EXERCISE PROMPT: The answer should reproduce every entry exactly and contain no images.

EXTRACTED DATA:
- - -
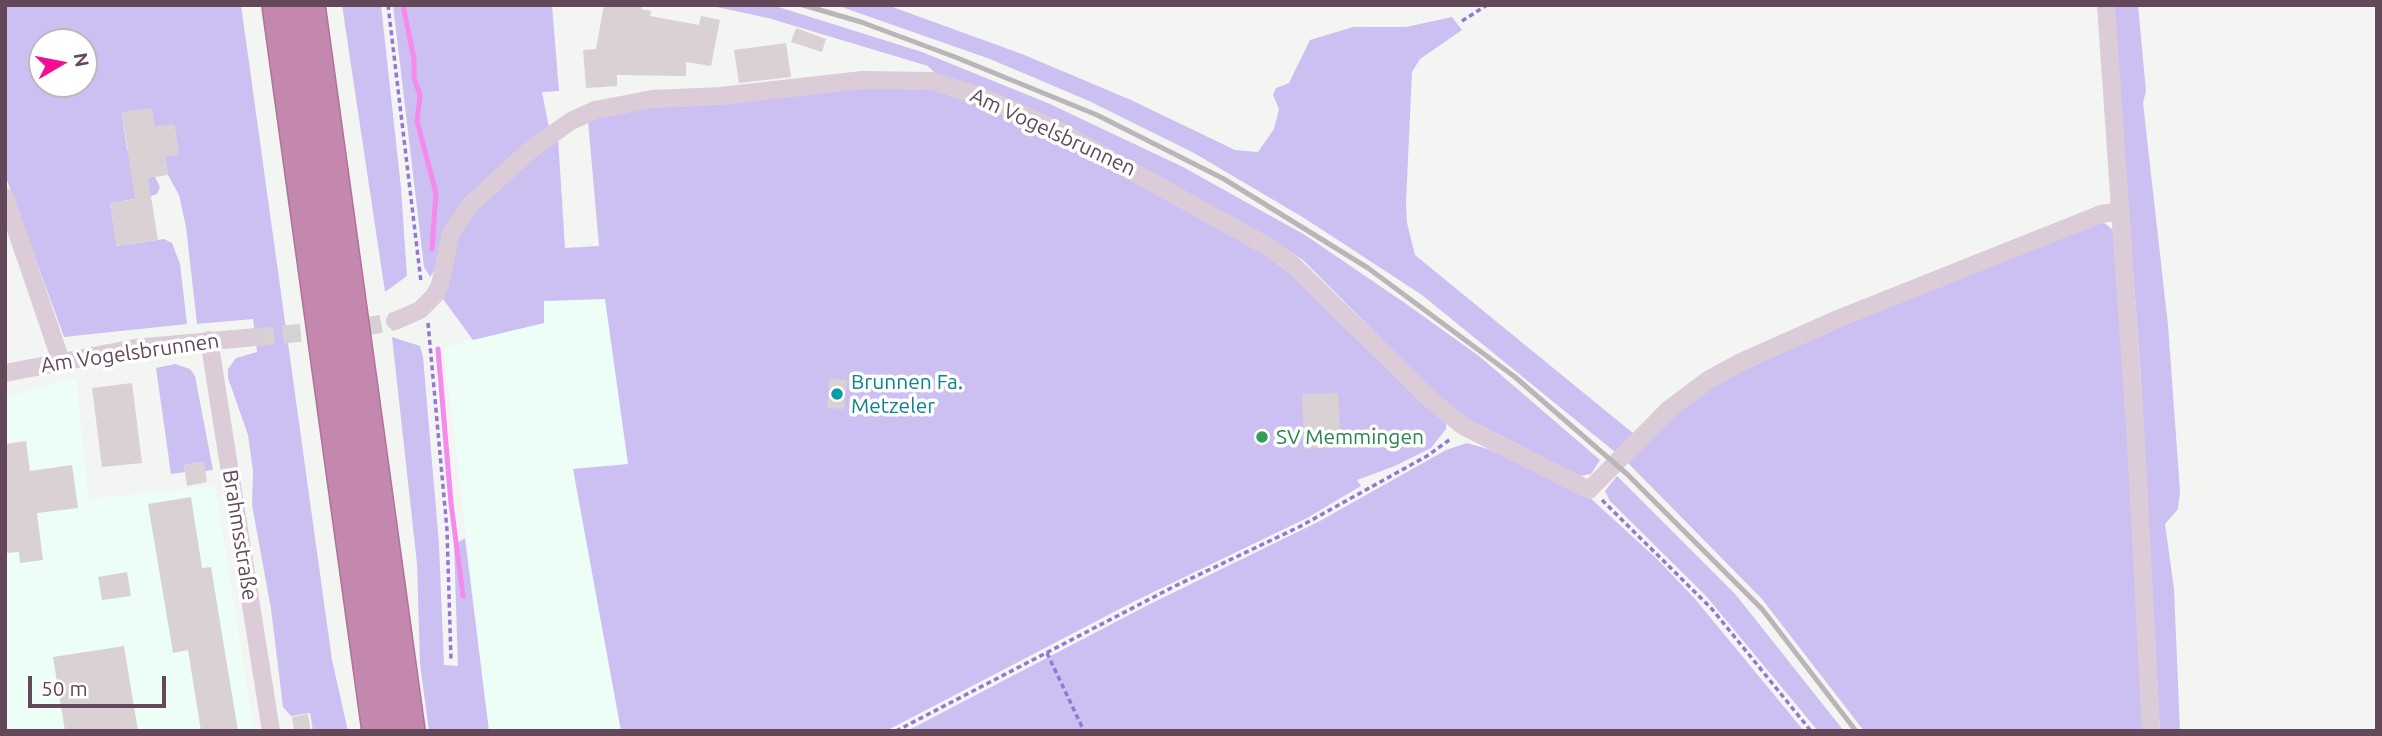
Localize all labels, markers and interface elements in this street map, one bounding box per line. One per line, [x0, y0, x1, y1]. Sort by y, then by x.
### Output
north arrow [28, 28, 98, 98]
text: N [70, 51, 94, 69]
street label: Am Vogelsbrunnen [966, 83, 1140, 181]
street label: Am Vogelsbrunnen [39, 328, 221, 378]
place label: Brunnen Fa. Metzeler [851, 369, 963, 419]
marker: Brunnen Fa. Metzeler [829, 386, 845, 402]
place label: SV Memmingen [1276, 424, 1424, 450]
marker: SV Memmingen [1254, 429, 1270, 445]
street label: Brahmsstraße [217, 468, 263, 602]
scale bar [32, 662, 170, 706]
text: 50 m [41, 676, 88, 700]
- - -
ANSWER FOR THE TASK:
Localize all labels, markers and interface elements in this street map, one bounding box per line. One per line, [x0, y0, x1, y1]. Sort by y, then by x.
### Output
north arrow [28, 28, 98, 98]
text: N [70, 51, 94, 69]
street label: Am Vogelsbrunnen [966, 83, 1140, 181]
street label: Am Vogelsbrunnen [39, 328, 221, 378]
place label: Brunnen Fa. Metzeler [851, 369, 963, 419]
marker: Brunnen Fa. Metzeler [829, 386, 845, 402]
place label: SV Memmingen [1276, 424, 1424, 450]
marker: SV Memmingen [1254, 429, 1270, 445]
street label: Brahmsstraße [217, 468, 263, 602]
scale bar [32, 662, 170, 706]
text: 50 m [41, 676, 88, 700]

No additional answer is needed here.